> [Collected data entries]
::::::
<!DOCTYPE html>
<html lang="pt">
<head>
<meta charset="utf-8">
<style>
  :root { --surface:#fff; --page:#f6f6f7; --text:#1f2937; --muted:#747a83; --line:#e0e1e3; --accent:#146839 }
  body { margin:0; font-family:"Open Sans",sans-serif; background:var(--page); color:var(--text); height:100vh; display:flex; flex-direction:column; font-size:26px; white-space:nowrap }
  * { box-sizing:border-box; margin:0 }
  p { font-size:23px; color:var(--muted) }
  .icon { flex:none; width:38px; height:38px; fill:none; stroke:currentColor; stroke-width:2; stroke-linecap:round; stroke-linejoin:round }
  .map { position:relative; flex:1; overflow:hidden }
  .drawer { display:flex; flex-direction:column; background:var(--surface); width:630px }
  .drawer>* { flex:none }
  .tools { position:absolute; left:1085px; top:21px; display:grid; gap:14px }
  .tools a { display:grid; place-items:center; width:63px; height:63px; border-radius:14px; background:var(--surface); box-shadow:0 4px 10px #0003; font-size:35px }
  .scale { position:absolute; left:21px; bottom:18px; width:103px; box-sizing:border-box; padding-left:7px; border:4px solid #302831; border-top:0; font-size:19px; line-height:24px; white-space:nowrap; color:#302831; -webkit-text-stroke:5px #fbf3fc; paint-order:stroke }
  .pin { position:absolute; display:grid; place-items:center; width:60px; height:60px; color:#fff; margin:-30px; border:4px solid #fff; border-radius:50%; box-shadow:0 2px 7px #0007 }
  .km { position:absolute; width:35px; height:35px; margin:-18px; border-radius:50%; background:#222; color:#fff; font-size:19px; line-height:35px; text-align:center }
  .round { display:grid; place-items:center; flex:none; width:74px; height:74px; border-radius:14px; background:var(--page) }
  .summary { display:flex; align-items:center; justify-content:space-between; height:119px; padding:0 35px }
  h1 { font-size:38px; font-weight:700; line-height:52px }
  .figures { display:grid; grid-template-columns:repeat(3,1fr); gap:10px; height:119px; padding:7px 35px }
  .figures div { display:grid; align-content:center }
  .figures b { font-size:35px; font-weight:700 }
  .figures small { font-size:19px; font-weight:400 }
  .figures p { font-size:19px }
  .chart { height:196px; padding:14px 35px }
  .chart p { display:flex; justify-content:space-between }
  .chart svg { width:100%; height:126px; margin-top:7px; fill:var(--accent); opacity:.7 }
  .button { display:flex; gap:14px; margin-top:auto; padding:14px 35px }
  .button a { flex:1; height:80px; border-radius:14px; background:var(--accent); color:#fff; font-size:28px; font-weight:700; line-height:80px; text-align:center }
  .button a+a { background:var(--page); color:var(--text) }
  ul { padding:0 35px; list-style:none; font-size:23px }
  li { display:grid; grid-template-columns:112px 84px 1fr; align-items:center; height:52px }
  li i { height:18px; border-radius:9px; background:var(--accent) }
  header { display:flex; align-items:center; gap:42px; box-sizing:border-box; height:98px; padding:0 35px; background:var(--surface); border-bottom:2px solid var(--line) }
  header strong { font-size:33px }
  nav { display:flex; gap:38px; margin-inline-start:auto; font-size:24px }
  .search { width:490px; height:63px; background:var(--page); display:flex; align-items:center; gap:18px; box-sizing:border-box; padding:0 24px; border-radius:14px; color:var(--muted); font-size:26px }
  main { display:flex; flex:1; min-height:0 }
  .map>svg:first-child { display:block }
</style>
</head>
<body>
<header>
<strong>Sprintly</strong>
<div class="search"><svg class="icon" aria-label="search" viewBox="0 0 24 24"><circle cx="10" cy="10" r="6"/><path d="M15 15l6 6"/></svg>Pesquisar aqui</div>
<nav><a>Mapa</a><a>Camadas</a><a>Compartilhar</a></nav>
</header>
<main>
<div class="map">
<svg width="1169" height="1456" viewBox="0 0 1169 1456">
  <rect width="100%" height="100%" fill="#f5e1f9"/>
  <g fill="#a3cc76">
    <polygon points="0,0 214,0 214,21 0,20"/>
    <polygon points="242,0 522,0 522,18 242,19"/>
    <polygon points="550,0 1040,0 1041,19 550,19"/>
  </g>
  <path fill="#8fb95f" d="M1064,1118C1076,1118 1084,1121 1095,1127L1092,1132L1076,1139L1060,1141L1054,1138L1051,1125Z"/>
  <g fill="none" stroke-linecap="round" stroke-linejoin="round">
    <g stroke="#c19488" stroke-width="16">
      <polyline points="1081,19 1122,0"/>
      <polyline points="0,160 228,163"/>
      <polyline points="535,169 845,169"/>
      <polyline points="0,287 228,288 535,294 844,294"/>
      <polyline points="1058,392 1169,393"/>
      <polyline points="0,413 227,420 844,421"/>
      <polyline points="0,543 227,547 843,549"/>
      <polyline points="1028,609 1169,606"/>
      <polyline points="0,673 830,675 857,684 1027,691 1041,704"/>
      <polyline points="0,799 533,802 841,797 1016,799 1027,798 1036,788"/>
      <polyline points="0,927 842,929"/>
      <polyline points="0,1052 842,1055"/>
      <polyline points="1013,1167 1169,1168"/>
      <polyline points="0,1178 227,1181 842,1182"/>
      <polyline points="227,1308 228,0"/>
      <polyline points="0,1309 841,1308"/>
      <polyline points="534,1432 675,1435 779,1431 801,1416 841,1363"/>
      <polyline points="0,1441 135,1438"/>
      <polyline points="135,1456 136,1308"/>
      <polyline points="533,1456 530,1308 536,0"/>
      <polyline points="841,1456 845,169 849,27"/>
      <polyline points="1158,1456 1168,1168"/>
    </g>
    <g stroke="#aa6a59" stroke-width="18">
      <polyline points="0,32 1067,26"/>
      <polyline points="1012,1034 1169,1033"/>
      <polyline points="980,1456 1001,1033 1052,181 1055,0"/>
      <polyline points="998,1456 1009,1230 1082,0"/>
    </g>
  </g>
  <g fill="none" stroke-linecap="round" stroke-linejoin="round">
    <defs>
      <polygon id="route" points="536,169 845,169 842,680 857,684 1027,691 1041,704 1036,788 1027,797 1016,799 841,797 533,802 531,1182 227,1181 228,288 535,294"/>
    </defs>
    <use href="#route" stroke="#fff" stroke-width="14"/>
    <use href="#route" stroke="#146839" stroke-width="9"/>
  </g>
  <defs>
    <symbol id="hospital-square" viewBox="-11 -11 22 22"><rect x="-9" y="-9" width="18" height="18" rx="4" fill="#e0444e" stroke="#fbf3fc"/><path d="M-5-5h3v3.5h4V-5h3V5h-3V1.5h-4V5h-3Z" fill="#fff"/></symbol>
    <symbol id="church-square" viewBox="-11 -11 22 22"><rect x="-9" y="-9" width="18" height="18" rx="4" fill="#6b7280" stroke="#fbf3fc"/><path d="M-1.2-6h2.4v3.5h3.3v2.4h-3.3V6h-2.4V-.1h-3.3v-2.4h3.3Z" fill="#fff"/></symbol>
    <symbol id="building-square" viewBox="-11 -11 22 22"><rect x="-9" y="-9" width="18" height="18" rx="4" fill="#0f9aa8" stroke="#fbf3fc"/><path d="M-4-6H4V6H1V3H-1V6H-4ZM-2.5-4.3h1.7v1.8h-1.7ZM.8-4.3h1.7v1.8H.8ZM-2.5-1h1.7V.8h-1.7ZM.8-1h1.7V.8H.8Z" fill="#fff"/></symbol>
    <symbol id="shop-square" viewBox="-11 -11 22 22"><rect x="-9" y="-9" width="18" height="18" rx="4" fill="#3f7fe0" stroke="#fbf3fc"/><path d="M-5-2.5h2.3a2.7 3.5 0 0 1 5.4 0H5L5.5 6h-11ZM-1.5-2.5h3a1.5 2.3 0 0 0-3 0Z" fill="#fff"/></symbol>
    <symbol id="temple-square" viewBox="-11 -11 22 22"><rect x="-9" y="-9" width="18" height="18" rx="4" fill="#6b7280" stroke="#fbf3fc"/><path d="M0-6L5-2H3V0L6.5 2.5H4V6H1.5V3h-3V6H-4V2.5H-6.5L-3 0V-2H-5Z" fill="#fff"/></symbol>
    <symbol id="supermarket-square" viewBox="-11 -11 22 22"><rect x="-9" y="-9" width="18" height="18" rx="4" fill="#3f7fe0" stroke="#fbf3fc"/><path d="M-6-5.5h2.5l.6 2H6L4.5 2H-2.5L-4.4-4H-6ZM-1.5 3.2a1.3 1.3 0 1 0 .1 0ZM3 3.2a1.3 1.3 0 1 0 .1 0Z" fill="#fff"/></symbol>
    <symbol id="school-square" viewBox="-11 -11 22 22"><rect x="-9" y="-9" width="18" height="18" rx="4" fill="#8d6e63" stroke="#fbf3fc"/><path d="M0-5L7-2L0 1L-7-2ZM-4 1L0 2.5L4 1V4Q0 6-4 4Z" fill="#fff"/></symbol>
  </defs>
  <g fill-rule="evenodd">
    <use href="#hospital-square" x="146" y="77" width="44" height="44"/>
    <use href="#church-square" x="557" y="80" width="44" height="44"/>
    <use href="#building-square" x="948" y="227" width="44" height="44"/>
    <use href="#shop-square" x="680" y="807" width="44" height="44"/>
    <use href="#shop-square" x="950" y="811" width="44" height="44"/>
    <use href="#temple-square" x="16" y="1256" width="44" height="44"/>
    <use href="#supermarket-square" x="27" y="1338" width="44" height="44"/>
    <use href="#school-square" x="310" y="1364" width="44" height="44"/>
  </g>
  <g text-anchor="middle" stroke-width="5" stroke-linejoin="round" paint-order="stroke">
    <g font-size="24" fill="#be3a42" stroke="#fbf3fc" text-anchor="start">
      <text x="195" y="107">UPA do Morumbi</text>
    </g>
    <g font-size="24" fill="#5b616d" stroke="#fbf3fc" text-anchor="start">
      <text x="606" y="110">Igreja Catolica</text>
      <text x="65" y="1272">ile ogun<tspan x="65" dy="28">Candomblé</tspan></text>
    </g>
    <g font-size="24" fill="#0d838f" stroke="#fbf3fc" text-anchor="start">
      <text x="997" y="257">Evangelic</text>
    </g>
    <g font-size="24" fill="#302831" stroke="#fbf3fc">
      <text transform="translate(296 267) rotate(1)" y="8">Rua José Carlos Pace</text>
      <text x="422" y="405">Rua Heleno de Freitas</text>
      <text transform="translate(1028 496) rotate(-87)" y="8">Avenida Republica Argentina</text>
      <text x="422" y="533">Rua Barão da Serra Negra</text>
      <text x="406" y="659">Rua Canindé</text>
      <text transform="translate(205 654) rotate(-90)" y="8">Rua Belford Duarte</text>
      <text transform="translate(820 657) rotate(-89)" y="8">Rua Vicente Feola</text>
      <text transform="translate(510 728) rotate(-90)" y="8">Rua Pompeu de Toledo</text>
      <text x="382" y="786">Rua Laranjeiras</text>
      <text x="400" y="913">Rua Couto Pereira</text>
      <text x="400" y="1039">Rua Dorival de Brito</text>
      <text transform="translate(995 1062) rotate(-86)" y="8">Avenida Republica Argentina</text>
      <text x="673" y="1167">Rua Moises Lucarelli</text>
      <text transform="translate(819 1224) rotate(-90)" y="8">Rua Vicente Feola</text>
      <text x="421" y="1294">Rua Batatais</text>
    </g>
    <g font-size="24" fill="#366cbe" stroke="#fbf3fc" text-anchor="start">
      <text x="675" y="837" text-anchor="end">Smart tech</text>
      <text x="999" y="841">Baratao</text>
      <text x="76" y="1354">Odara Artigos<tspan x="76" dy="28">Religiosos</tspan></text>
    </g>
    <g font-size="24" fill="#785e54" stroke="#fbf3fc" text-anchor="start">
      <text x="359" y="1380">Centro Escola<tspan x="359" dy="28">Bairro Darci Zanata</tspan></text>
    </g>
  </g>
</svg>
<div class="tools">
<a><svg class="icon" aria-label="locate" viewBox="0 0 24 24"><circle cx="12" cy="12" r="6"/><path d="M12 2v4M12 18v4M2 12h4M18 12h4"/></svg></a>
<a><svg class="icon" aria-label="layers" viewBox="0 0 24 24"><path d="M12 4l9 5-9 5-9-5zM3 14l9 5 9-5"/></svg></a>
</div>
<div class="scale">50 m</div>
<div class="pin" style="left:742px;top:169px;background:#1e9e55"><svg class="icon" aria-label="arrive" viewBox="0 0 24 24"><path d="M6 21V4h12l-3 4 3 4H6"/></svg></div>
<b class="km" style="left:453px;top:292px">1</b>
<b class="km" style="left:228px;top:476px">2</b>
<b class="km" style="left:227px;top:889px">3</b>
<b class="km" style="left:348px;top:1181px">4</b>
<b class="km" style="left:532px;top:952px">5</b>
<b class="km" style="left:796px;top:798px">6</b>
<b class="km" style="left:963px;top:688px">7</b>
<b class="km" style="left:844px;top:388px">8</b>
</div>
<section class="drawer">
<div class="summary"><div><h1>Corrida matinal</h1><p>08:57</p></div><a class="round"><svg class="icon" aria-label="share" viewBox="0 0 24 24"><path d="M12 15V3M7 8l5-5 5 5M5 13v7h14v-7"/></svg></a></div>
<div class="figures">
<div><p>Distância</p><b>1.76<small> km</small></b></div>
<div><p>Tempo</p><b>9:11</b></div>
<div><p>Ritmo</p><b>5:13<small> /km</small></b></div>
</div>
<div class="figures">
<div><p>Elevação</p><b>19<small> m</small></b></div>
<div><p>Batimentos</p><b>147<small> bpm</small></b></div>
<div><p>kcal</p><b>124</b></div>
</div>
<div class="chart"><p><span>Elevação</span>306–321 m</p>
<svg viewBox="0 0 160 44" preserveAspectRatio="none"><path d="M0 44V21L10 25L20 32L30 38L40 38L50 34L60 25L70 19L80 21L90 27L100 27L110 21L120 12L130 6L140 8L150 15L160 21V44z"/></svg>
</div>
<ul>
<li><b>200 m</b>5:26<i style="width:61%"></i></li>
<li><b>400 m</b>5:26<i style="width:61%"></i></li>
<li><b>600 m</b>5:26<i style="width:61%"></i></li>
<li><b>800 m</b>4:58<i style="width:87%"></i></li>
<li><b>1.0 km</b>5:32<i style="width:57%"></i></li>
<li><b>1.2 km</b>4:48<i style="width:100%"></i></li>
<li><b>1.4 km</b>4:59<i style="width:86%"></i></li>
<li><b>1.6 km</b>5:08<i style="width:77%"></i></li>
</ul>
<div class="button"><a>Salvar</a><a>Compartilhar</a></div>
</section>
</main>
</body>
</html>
::::::
> [EXERCISE AIM]
The lines to copy run from the first line of the entries to the line containing "--surface:#fff; --page:#f6f6f7; --text:#1f2937;"; copy them exactly and output nothing else.

> [REPLY]
<!DOCTYPE html>
<html lang="pt">
<head>
<meta charset="utf-8">
<style>
  :root { --surface:#fff; --page:#f6f6f7; --text:#1f2937; --muted:#747a83; --line:#e0e1e3; --accent:#146839 }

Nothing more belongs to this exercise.